The Center for Data Innovation recently spoke with Karen Nguyen, CEO of OFFENSAI, a Delaware-based company specializing in autonomous red-teaming that tests security vulnerabilities in companies’ cloud infrastructure. Nguyen explained how OFFENSAI uses AI-driven models to simulate cyber attacks, generate new data about attacker behavior, which defenses fail, and what security teams need to fix before a breach.
David Kertai: What problem is OFFENSAI solving?
Karen Nguyen: Most cloud environments use multiple security tools to block threats and alert teams to suspicious activity. The problem is that these alerts are often inaccurate or misleading, forcing security teams to spend hours investigating routine events, like software updates or employees logging in from new locations, that turn out to be harmless. Meanwhile, real threats can blend in with normal activities and evade detection.
Traditional security testing, such as periodic penetration tests, are slow and costly, so most organizations run it only once or twice a year. That leaves long stretches where new vulnerabilities can emerge. OFFENSAI addresses that gap with a platform built around two AI-driven red-teaming models that continuously analyze cloud environments and produce real-world evidence of exploitable risk, exposing critical vulnerabilities and showing the actions needed to fix them. The Automated Attack Path Discovery engine uses an AI model to identify and safely test the exact steps a real attacker could use to infiltrate a cloud environment, while the Evasion Engine uses an adaptive AI model to perform the attacks in different ways, changing timing, traffic patterns, and techniques, to test whether defenses detect them.
Kertai: How does your Automated Attack Path Discovery engine work with existing cloud infrastructure?
Nguyen: We deploy the models directly inside a customer’s cloud environment, where they operate as a contained adversary. This ensures the models can only act within the same boundaries a real attack would encounter. The Automated Attack Path Discovery engine starts from the perspective of a compromised account, assuming an attacker has already gained an initial foothold, and then explores the environment using only the identities, permissions, and configurations that actually exist. This allows the AI model to learn how risk emerges from real configurations rather than theoretical assumptions.

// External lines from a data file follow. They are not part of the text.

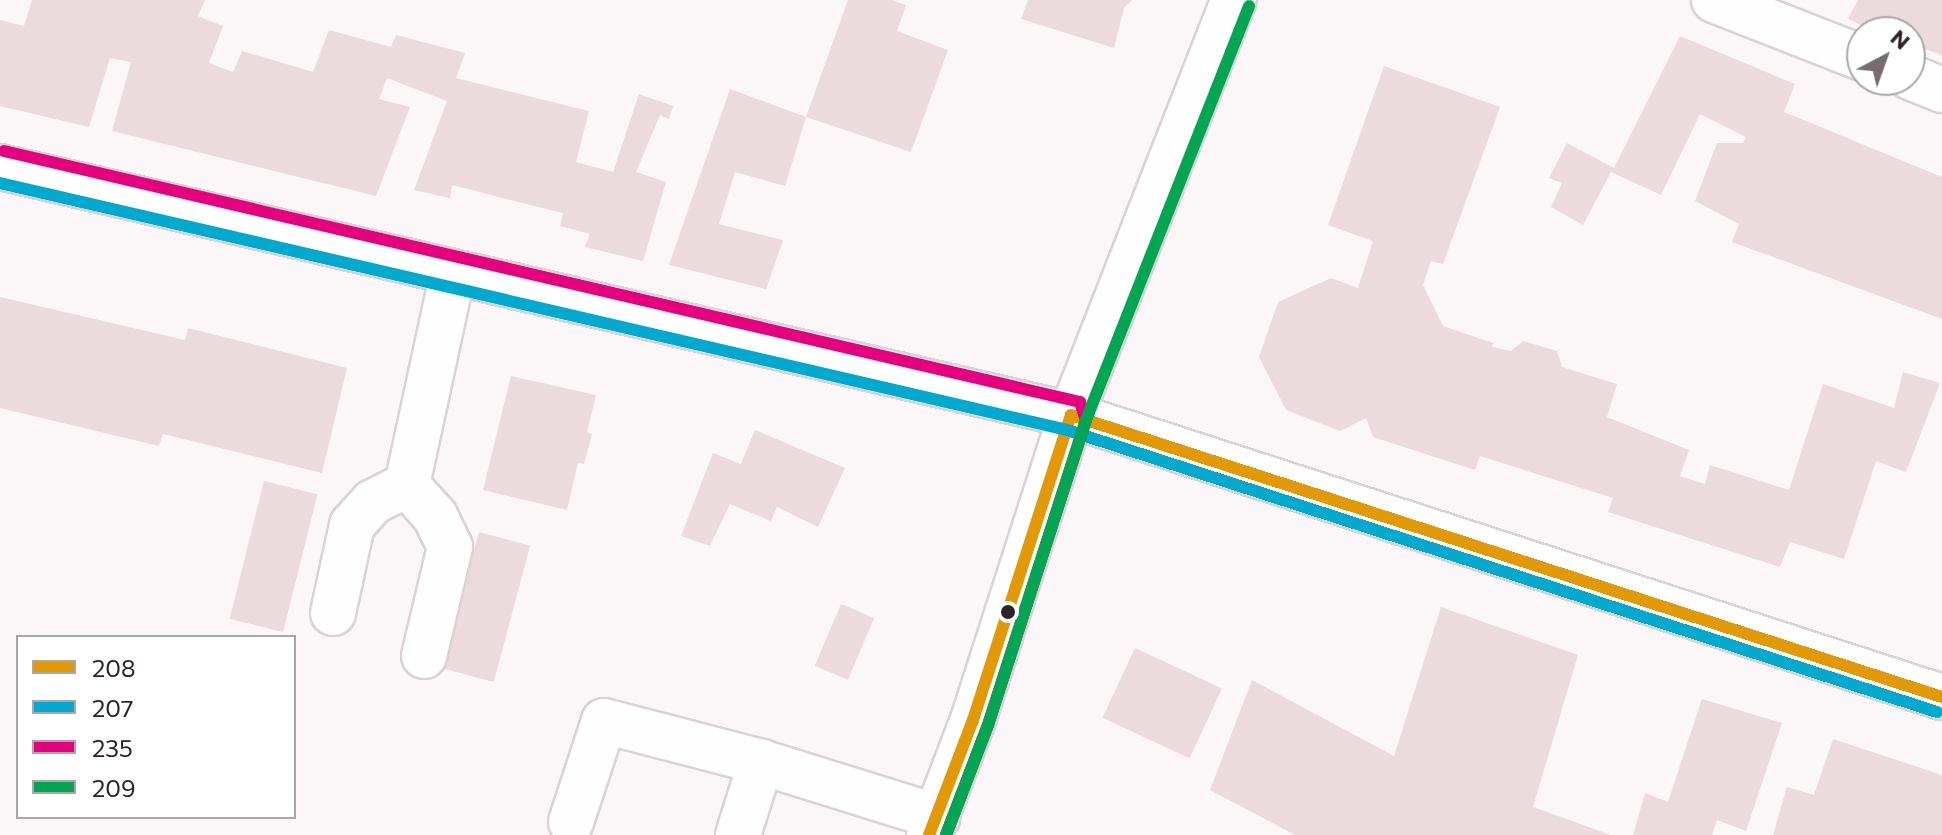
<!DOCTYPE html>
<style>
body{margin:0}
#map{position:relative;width:1942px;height:835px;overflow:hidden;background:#fbf7f8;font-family:Commissioner,sans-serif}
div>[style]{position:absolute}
.building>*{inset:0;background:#ebdade;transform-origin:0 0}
.roads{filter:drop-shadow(2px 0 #dad2d4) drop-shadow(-2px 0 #dad2d4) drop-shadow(0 2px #dad2d4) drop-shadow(0 -2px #dad2d4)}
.minor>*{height:44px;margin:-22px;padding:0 22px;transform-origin:22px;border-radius:22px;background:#fefefe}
.bus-1>*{height:12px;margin:-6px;padding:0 6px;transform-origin:6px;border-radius:6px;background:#e39904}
.bus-2>*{height:12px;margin:-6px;padding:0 6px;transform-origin:6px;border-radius:6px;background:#00a9ce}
.bus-3>*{height:12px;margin:-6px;padding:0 6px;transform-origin:6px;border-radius:6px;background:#e5007d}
.bus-4>*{height:12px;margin:-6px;padding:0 6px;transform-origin:6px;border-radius:6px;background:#00a651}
.dots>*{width:22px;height:22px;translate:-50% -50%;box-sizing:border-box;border:4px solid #fff;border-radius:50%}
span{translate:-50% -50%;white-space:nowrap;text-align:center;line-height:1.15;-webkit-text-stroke:7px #fff;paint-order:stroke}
.legend{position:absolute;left:16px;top:635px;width:280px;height:184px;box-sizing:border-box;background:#fff;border:2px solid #aba7a8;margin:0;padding:10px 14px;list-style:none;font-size:24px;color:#2d2225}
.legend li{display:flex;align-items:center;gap:16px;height:40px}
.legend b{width:40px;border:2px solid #aba7a8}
.north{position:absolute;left:1846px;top:16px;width:80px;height:80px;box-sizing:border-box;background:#fff;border:2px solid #aba7a8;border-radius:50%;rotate:41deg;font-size:22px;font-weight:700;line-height:32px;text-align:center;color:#2d2225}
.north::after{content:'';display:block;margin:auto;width:28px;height:36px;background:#756d6f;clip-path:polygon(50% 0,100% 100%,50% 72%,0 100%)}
</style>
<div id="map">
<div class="building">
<div style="clip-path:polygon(32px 0,205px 0,198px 16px,223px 26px,209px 63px,233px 72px,242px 51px,313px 72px,329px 30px,391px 47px,396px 35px,465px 53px,456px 78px,589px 111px,576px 162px,613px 172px,639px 94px,673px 106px,669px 119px,660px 115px,636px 172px,666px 182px,643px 261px,585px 247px,590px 234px,560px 226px,563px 213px,452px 185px,450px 198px,414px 190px,447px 101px,387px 78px,379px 99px,410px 107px,376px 196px,112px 131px,131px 62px,110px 58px,89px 127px,0 106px,0 20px,24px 26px)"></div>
<div style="clip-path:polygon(848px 0,892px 0,906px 5px,897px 31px,948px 50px,911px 152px,806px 117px)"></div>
<div style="clip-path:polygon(1028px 0,1132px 0,1124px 8px,1114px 48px,1021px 19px)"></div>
<div style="clip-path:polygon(1858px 0,1942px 0,1942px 55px,1910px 44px,1910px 32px,1877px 32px,1848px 19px)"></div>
<div style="clip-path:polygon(1680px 36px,1795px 84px,1784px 112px,1942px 177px,1942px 319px,1732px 242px,1739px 224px,1695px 201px,1717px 143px,1743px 143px,1746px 137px,1700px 114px,1661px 195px,1611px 172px,1583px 225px,1551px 207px,1562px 183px,1549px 178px,1567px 143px,1614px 168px)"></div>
<div style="clip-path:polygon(1384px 66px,1500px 107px,1443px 264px,1431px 261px,1423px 285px,1443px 326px,1493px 343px,1492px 347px,1511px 351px,1523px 341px,1557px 351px,1562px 367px,1617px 384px,1607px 417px,1689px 450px,1680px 476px,1705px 484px,1710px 465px,1789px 490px,1823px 384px,1894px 408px,1903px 372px,1940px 383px,1906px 472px,1876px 461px,1844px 559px,1790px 542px,1780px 567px,1608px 512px,1613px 498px,1480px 456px,1475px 470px,1373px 437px,1366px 418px,1340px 431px,1286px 410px,1259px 357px,1278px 302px,1331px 278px,1358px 288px,1373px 241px,1328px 225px)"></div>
<div style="clip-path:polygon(730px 89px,806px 117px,785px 186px,735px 172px,719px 224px,783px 240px,766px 289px,669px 265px)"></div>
<div style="clip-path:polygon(0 297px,185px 340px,188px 328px,347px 368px,322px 473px,163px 434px,159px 446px,0 408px)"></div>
<div style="clip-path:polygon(511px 376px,596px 395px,587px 432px,592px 434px,584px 464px,578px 463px,567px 510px,483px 490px)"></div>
<div style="clip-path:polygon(755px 430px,845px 468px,818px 527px,777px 507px,771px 521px,730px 504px,710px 546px,681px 536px,713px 453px,741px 464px)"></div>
<div style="left:264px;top:481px;width:55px;height:142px;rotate:14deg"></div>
<div style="left:479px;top:532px;width:53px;height:141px;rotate:15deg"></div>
<div style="left:841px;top:604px;width:36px;height:67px;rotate:23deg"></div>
<div style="clip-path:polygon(1441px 607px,1578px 655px,1533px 807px,1611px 835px,1295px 835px,1210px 790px,1252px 680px,1394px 756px)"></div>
<div style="left:1135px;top:648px;width:96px;height:77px;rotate:25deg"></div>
<div style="clip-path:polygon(1702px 699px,1782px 723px,1746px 831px,1717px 820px,1712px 835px,1633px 835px,1645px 793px,1668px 802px)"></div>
<div style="clip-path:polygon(1833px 739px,1942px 775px,1942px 835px,1773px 835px,1787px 787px,1814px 795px)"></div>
</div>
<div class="roads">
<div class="minor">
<div style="left:1714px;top:0;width:159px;rotate:21.4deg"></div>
<div style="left:1910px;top:77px;width:35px;rotate:22deg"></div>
<div style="left:0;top:167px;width:1099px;rotate:13.04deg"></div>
<div style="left:1071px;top:415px;width:916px;rotate:17.94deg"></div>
<div style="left:407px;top:485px;width:42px;rotate:47.9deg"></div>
<div style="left:435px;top:516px;width:34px;rotate:64deg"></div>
<div style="left:450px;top:547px;width:112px;rotate:103.4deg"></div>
<div style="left:333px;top:613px;width:90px;rotate:-77.8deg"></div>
<div style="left:352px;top:525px;width:31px;rotate:-48deg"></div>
<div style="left:373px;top:502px;width:38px;rotate:-27deg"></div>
<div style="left:407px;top:485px;width:217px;rotate:-77.8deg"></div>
<div style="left:571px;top:822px;width:106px;rotate:-71.9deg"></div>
<div style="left:604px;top:721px;width:162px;rotate:14.6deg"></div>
<div style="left:761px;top:762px;width:185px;rotate:17.3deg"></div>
<div style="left:738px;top:835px;width:77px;rotate:-72.5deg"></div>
<div style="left:929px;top:835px;width:123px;rotate:-69.1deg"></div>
<div style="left:973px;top:720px;width:320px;rotate:-72.2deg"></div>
<div style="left:1071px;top:415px;width:446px;rotate:-68.6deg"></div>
</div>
</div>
<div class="bus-1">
<div style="left:1071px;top:415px;width:916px;rotate:17.94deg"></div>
<div style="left:929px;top:835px;width:123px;rotate:-69.1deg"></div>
<div style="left:973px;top:720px;width:320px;rotate:-72.2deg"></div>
</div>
<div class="bus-2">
<div style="left:0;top:183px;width:1095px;rotate:13.03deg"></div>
<div style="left:1067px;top:430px;width:915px;rotate:17.96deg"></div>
</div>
<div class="bus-3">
<div style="left:4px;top:151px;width:1105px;rotate:13.13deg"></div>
<div style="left:1080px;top:402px;width:19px;rotate:72deg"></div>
<div style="left:1086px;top:420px;width:320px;rotate:107.8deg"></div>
<div style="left:988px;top:725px;width:118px;rotate:110.9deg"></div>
</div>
<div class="bus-4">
<div style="left:946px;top:835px;width:118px;rotate:-69.1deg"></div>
<div style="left:988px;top:725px;width:320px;rotate:-72.2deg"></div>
<div style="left:1086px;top:420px;width:445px;rotate:-68.5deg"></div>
</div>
<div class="dots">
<div style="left:1008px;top:612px;background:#2d2225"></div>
</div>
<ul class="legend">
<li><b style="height:10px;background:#e39904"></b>208</li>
<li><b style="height:10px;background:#00a9ce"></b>207</li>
<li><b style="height:10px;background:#e5007d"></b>235</li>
<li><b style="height:10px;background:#00a651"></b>209</li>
</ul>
<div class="north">N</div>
</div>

The Automated Attack Path Discovery engine then maps cloud resources, permissions, and relationships, identifies weak points, and determines whether those weaknesses can be chained together—meaning access gained from one flaw enables exploitation of another—into a viable attack path. For example, it might start with an exposed storage bucket—a cloud-based repository for files and sensitive data—then move to an overly permissive identity role, and escalate privileges to reach sensitive data. The model outputs structured data and visualizations that show these steps end to end on our platform, giving security teams a clear picture of how an attacker could move through their environment.
Kertai: How does your Evasion Engine use the attack paths your first model discovers to test a company’s defenses?
Nguyen: After the Automated Attack Path Discovery engine identifies the attack paths, the Evasion Engine takes those steps and tests how they would appear during normal day-to-day cloud activity. Using AI to adapt execution in real time, it blends its actions into routine operations and tracks how those behaviors show up in monitoring systems. This lets teams see data-backed evidence of how their security tools respond and whether they can detect subtle, evasive behavior rather than only obvious attacks.
The Evasion Engine highlights which steps trigger alerts, which go unnoticed, and how far an intruder could move inside the environment, giving teams a realistic, measurable view of how their defenses perform under real-world conditions.
Kertai: What insights does the user gain from your red-teaming process?
Nguyen: Users gain an attacker-level perspective of how their cloud environment could be compromised and the real impact of those breaches. They see how small misconfigurations, such as excessive permissions or unsecured resources, can combine into serious risks, how far an intruder could move laterally, and which systems or data an attacker could ultimately reach.
Through our platform, the two models also provide decision-relevant insights rather than just findings, including actionable remediation guidance. For instance, a team might discover that a single misconfigured identity role allows access to multiple production databases and can lock down that role immediately, removing several attack paths at once. OFFENSAI generates compliance-ready reports and tracks measurable changes over time, such as reductions in viable attack paths or improved detection rates, enabling security, compliance, and leadership teams to prioritize fixes based on observed risk rather than theoretical exposure.
Kertai: How do you ensure your models stay up-to-date with the latest attack techniques?
Nguyen: Our research team continuously develops proprietary attack scenarios based on real-world incidents, threat intelligence feeds, and emerging cloud exploitation techniques. We feed this data directly into the models so they evolve alongside attacker behavior, ensuring the system reflects current threats rather than static assumptions. This keeps OFFENSAI aligned with how attackers actually operate and ensures organizations are tested against the most relevant vulnerabilities.